• What you need to do: Search the entries below for "view". Report each line where it occurs.

Stored data entries:
===
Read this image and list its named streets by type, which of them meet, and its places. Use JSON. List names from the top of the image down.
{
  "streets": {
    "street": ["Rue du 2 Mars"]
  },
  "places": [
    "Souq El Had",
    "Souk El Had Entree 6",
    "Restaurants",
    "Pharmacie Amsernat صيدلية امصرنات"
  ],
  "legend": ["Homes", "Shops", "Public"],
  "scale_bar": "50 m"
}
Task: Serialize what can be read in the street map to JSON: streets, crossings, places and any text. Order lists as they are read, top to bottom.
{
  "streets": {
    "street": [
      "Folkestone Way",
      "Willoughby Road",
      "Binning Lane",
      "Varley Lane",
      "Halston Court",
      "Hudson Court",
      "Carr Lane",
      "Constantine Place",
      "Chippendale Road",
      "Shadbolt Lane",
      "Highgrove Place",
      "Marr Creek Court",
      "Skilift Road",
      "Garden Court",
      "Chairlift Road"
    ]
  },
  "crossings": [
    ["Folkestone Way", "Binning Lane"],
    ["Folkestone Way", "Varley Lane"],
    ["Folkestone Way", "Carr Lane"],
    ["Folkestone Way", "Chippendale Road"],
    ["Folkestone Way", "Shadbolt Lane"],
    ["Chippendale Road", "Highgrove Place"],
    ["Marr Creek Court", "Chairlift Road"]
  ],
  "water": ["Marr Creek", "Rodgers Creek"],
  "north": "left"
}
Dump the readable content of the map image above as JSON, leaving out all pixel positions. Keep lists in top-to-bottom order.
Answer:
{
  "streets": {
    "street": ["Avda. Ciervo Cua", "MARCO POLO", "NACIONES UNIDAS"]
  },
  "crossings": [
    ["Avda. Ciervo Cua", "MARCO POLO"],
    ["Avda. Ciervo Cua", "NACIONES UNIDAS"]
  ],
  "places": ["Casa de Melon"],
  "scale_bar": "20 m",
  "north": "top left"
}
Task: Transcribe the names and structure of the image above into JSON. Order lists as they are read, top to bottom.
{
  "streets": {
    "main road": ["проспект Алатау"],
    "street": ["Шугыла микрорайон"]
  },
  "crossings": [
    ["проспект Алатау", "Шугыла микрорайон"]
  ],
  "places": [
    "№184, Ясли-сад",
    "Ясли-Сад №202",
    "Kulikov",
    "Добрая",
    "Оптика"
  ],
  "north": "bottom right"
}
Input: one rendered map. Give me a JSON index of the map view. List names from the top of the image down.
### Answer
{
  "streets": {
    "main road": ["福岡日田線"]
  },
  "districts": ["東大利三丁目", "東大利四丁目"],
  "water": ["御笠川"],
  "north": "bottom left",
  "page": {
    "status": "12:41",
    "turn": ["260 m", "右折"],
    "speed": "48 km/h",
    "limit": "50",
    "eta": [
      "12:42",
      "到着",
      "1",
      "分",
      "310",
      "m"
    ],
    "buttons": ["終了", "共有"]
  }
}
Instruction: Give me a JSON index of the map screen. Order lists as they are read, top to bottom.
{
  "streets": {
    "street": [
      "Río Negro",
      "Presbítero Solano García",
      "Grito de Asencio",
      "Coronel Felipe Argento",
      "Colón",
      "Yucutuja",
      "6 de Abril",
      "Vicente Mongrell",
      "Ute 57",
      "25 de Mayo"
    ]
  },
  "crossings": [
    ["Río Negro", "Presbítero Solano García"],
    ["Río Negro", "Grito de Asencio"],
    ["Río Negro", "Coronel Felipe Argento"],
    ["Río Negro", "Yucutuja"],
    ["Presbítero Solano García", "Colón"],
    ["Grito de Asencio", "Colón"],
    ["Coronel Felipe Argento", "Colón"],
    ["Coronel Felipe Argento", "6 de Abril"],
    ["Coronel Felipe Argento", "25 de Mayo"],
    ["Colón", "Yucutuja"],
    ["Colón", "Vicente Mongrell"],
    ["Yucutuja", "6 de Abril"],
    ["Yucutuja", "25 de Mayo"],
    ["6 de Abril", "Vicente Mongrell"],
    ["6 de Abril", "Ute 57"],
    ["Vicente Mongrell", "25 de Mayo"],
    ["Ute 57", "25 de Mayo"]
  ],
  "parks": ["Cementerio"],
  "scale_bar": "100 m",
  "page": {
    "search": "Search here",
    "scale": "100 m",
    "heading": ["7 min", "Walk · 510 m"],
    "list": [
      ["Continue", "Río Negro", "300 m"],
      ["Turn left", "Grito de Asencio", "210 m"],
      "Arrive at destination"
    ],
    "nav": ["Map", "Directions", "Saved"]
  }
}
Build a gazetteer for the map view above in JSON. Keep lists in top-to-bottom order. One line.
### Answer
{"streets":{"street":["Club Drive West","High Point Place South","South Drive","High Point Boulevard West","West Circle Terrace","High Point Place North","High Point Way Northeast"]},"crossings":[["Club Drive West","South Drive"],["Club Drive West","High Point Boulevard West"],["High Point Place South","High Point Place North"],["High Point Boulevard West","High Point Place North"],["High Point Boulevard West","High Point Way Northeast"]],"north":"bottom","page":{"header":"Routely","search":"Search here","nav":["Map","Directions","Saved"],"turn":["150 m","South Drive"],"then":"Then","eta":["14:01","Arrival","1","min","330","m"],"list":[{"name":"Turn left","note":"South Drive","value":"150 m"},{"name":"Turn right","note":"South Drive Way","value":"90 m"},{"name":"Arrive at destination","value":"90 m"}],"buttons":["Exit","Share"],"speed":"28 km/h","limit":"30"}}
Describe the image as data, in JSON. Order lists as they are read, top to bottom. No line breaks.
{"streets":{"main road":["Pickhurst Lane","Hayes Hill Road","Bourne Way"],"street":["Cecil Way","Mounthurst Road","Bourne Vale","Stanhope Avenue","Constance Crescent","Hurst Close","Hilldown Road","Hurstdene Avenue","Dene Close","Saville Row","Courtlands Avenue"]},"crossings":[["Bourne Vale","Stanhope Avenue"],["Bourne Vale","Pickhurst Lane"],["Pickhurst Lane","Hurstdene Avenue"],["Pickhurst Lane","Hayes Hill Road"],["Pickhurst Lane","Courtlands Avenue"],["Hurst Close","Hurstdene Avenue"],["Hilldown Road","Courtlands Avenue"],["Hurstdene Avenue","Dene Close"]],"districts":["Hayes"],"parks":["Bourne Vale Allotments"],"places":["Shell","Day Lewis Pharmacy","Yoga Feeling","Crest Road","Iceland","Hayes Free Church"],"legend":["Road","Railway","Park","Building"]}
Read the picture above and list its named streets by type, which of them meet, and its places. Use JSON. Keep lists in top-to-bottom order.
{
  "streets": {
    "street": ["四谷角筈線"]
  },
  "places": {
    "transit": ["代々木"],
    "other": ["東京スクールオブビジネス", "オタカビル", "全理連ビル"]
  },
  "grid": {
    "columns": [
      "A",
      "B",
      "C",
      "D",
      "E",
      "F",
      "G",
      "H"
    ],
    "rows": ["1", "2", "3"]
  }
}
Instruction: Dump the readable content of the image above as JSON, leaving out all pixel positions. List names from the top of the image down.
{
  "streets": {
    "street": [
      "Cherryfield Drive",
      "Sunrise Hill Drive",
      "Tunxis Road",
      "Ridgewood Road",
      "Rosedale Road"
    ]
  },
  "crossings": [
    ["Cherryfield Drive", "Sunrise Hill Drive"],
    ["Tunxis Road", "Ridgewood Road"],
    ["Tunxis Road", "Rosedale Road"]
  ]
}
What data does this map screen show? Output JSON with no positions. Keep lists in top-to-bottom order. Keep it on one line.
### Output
===
• Result for this exercise:
Input: one rendered map. Give me a JSON index of the map view. List names from the top of the image down.
Build a gazetteer for the map view above in JSON. Keep lists in top-to-bottom order. One line.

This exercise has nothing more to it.